The American Centrifuge project will continue under an amended standstill agreement between project leader USEC and its partners Toshiba and Babcock & Wilcox.
In May 2010 the trio agreed a securities purchasing deal to fund the construction of the American Centrifuge, for which USEC is trying to secure a $2 billion loan guarantee from the US Department of Energy (DoE). In order to get this the company has to meet a set of technology milestones.
Toshiba and Babcock & Wilcox invested $75 million in USEC in May 2010, with $50 million more to follow upon the DoE's conditional approval of a loan guarantee - as long as this came before the end of June this year, otherwise the investors would have the right to walk away. This deadline was not met, but instead of pulling out, the investors made a 'standstill agreement' with USEC which shifted the deadline to today. It has now been moved again, to 30 September.

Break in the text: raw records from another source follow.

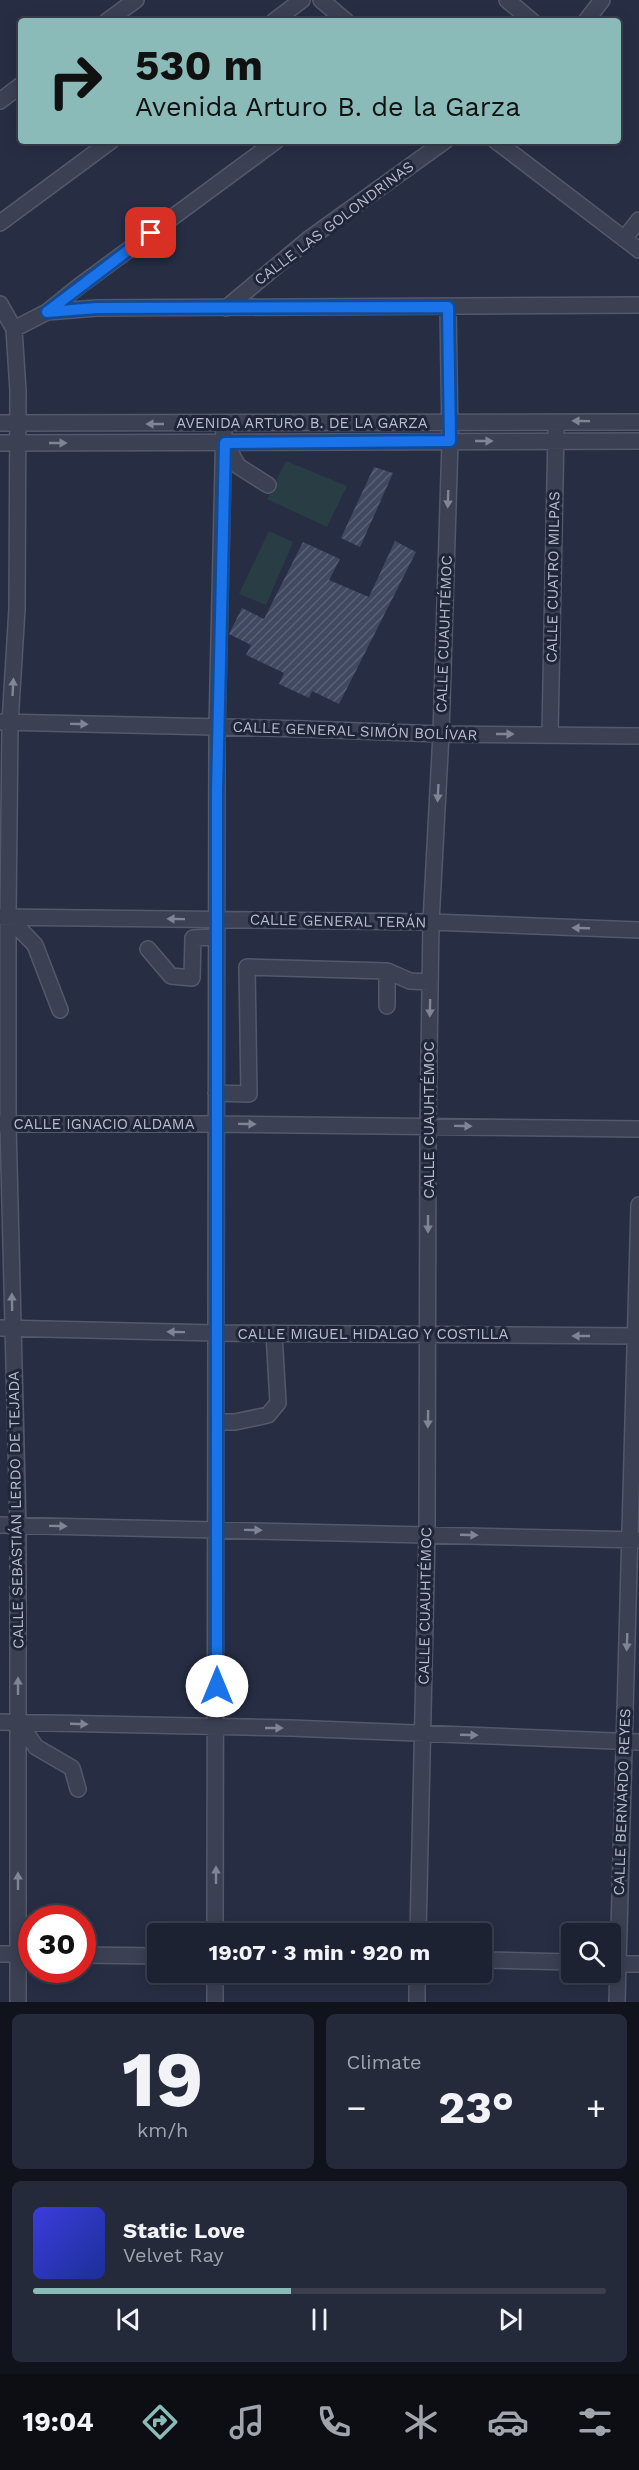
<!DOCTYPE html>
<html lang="en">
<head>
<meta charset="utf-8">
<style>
  :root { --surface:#1d2233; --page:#252a3b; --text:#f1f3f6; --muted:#a0a4ac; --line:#3b3f4e; --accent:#8bbbb9 }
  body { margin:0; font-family:"Work Sans",sans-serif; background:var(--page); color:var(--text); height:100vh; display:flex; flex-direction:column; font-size:22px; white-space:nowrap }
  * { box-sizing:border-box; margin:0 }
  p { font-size:20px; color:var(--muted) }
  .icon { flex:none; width:33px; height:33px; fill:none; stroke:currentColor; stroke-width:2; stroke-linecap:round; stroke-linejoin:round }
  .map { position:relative; height:2002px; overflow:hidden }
  .panel { display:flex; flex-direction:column; gap:12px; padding:12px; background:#10131c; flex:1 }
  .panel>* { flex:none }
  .guide { position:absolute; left:18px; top:18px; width:603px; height:126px; border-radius:6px; box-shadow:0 3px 15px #0003,0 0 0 2px var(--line); background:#8bbbb9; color:#111; overflow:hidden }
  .tools { position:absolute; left:561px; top:1923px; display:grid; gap:12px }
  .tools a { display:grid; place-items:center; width:60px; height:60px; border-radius:6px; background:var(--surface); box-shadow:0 3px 15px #0003,0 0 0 2px var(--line); font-size:30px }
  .speed { position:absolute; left:18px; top:1905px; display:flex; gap:12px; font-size:30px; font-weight:700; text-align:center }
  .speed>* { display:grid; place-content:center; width:78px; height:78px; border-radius:50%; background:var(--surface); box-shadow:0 3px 15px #0003,0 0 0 2px var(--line); line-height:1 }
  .speed .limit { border:9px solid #d22; background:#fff; color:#111 }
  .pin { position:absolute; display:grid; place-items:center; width:51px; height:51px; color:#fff; margin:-26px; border-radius:12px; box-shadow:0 3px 9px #0006 }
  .me { position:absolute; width:66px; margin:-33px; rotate:0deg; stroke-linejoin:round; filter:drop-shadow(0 0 4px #0008) }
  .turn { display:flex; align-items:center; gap:21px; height:126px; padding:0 18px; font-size:27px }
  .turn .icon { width:78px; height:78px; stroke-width:2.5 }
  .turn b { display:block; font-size:42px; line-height:51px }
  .big { font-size:45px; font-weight:700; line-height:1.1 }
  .panel .card { flex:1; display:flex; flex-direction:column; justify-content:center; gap:9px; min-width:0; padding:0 21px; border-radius:9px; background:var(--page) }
  .panel .dial { align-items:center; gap:0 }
  .dial b { font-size:78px; line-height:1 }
  .song { display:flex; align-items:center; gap:18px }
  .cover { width:72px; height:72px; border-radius:9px; background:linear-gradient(135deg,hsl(240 70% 55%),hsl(230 70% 35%)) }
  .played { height:6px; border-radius:3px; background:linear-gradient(90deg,var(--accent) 45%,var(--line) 45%) }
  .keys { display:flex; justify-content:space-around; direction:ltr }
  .heat { display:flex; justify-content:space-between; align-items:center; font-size:33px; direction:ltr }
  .panel .tiles { flex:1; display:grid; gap:12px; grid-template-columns:1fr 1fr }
  .card:last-child { grid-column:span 2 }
  .trip { position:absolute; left:147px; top:1923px; width:345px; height:60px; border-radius:6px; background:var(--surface); box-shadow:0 3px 15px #0003,0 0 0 2px var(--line); font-weight:700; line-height:60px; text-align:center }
  .menu { display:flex; height:96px; justify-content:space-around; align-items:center; background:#0c0e14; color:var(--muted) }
  .menu .icon { width:42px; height:42px }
  .menu .active { color:var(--accent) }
  .menu b { font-size:27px; color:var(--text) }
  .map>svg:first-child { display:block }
  .pitch { fill:#293d44 }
  .building { fill:url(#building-hatch) }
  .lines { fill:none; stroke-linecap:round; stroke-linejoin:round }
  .minor-casing { stroke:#53596a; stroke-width:18 }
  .minor { stroke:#3b4153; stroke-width:15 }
  .oneway { fill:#808596 }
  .route-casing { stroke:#114b97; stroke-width:15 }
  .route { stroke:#1a73e8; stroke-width:10 }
  .labels { text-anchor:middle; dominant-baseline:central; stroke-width:6; stroke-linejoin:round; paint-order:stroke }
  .street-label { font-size:15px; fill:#b8bdcd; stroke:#202639 }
</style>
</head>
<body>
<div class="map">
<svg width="639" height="2002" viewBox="0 0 639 2002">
  <defs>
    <pattern id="building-hatch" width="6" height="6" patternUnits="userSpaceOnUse" patternTransform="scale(1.5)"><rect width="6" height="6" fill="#414961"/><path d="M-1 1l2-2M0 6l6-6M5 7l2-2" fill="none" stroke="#5a6176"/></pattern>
  </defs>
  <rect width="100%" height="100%" fill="#272e44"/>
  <!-- pitch -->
  <path class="pitch" d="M286,461L347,486L327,527L267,499Z
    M269,531L293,542L266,605L239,594Z"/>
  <!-- building -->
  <path class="building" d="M374,467L393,473L360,547L341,538Z
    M395,541L416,552L339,704L312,691L309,698L279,684L284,673L246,655L251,645L229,634L242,608L264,619L303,542L340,559L329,580L369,597Z"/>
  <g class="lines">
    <!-- minor casing -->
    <g class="minor-casing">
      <path id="minor" d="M321,0L346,21
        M507,0L532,21
        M107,21L136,0
        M274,21L302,0
        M586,21L602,0
        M0,101L21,85
        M496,141L639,250
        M0,223L111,141
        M624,239L639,220
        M0,304L14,329L18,391L17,609L10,723L8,917V1124L18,1526V2002
        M226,308L310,238L445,141
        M47,312L97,308L639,305
        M14,329L47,312L78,287L276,141
        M0,423L639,422
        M0,443L639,441
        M225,443L238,466L268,485
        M0,722L305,729L441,734L639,736
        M550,734L556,431
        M0,917L431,922L639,930
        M8,917L35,945L60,1010
        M148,949L171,976L192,978L193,938L216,937
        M387,971L410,981L430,982
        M216,1093L249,1094L247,967L387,971V1006
        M0,1124H216L639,1129
        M0,1328L217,1333L639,1336
        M217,1422H235L268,1415L278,1403L274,1333
        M0,1525L639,1540
        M0,1722L290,1728L639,1742
        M18,1722L36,1747L72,1768L78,1789
        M215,1934L217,727L224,423
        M418,1934L427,1534L428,1126L431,922L441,734L450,441L448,307
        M0,1954H32
        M82,1955L158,1956
        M482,1960L572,1962
        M610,1963L639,1964
        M215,1972V2002
        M417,2002V1972
        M617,2002L639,1205"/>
    </g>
    <!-- minor -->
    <use href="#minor" class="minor"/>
  </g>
  <!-- one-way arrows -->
  <defs><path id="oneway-solid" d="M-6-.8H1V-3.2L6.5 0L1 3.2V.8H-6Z" transform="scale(1.5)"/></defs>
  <g class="oneway">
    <use href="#oneway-solid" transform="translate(581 421) rotate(-179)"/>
    <use href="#oneway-solid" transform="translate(155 424) rotate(180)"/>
    <use href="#oneway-solid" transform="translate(484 441)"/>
    <use href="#oneway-solid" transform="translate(58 443)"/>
    <use href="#oneway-solid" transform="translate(448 499) rotate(92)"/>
    <use href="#oneway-solid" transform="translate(13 687) rotate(-87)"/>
    <use href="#oneway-solid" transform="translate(79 724) rotate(1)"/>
    <use href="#oneway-solid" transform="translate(505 734)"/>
    <use href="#oneway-solid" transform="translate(438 793) rotate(93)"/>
    <use href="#oneway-solid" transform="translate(176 919) rotate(-179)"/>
    <use href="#oneway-solid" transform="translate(581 928) rotate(-178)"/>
    <use href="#oneway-solid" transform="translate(430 1008) rotate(91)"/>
    <use href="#oneway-solid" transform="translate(247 1124) rotate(1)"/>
    <use href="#oneway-solid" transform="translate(463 1126) rotate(1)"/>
    <use href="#oneway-solid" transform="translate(428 1224) rotate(90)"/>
    <use href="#oneway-solid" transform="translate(12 1302) rotate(-91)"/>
    <use href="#oneway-solid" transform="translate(176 1332) rotate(-179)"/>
    <use href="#oneway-solid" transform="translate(581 1336) rotate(-180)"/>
    <use href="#oneway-solid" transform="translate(428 1419) rotate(91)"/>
    <use href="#oneway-solid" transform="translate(58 1526) rotate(1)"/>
    <use href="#oneway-solid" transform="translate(253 1530) rotate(1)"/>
    <use href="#oneway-solid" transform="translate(469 1535) rotate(2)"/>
    <use href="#oneway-solid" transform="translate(627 1642) rotate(92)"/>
    <use href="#oneway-solid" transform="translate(18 1686) rotate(-90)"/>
    <use href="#oneway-solid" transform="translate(79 1724) rotate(2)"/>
    <use href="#oneway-solid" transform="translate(274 1728)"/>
    <use href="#oneway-solid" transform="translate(469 1735) rotate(2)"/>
    <use href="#oneway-solid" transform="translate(216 1875) rotate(-90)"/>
    <use href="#oneway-solid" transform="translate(18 1881) rotate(-90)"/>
  </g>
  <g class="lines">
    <!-- route casing -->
    <g class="route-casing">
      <path id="route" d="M151,233L47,312L97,308L448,307L450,441L225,443L217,791V1686"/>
    </g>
    <!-- route -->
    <use href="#route" class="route"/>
  </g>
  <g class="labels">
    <!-- street labels -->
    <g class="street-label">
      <text transform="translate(334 223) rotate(-37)">CALLE LAS GOLONDRINAS</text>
      <text x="302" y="423">AVENIDA ARTURO B. DE LA GARZA</text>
      <text transform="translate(553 577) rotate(-89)">CALLE CUATRO MILPAS</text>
      <text transform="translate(444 634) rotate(-88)">CALLE CUAUHTÉMOC</text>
      <text transform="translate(355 731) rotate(2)">CALLE GENERAL SIMÓN BOLÍVAR</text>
      <text transform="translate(338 921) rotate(1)">CALLE GENERAL TERÁN</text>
      <text transform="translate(429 1120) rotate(-90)">CALLE CUAUHTÉMOC</text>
      <text x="104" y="1124">CALLE IGNACIO ALDAMA</text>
      <text x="373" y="1334">CALLE MIGUEL HIDALGO Y COSTILLA</text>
      <text transform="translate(16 1510) rotate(-91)">CALLE SEBASTIÁN LERDO DE TEJADA</text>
      <text transform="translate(425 1606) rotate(-89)">CALLE CUAUHTÉMOC</text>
      <text transform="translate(622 1802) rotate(-88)">CALLE BERNARDO REYES</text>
    </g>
  </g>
</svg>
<div class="tools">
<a><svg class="icon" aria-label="search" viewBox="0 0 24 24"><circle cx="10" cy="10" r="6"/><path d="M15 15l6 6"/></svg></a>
</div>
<div class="speed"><div class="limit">30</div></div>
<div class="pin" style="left:151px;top:233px;background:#d93025"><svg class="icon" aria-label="arrive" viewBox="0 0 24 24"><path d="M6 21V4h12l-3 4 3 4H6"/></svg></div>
<svg class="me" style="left:217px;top:1686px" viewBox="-20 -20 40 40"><circle r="19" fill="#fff"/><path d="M0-13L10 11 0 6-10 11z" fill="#1a73e8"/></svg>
<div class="trip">19:07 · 3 min · 920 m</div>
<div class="guide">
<div class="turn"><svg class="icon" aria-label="right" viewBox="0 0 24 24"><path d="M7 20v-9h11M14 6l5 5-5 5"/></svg><div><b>530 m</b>Avenida Arturo B. de la Garza</div></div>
</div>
</div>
<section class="panel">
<div class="tiles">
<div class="card dial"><b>19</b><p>km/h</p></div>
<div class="card"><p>Climate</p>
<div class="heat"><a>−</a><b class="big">23°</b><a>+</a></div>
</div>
<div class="card">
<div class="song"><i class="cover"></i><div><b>Static Love</b><p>Velvet Ray</p></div></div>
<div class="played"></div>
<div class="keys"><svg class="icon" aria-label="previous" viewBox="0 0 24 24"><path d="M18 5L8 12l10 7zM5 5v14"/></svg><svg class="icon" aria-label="pause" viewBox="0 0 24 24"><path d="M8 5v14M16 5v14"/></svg><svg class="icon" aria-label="next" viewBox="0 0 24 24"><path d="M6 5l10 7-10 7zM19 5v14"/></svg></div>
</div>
</div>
</section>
<nav class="menu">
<b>19:04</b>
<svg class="icon active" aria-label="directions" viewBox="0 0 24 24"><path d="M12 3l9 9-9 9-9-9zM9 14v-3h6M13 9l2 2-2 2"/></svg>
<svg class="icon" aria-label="music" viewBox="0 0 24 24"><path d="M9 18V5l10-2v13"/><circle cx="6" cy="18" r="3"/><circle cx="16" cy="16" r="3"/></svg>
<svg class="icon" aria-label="phone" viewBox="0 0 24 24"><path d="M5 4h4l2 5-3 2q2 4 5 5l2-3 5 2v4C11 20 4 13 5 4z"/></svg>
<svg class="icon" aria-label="climate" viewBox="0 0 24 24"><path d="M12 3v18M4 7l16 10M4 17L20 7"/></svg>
<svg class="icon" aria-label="car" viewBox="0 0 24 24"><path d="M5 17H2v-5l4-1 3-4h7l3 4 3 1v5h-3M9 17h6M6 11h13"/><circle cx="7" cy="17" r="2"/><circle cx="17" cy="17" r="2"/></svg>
<svg class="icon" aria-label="filters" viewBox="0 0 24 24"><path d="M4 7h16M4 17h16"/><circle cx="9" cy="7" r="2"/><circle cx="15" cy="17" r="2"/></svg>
</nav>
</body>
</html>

USEC said this "limited additional period of time" provides for it to "finalize and enter into a conditional commitment" with the DoE. On its website, the company said, "The DoE believes that USEC needs to further improve its financial and project execution depth to achieve a manageable credit subsidy cost estimate and to proceed with the DoE loan guarantee." The DoE and USEC are working under a cost sharing research, development and demonstration plan worth $90 million.
While the $2 billion in potential loan guarantees would boost lender confidence, the DoE would still want to be satisfied that commercial lenders consider the project viable. Meanwhile, the completion costs would exceed the guaranteed $2 billion leaving some lenders unprotected by the government coverage for construction delays due to any federal fault. USEC said it is in talks with Japanese export credit agencies for $1 billion of the cost.
The basic technology for the American Centrifuge is a tall carbon fibre centrifuge unit based on designs developed at the Oak Ridge National Laboratory and demonstrated by the DoE in the 1980s. Main buildings for the plant have been constructed at USEC's site in Piketon, Ohio. It should eventually house around 11,500 centrifuges, which together would have a capacity of 3.8 million separative work units per year. A lead cascade began operation at Piketon in September 2007.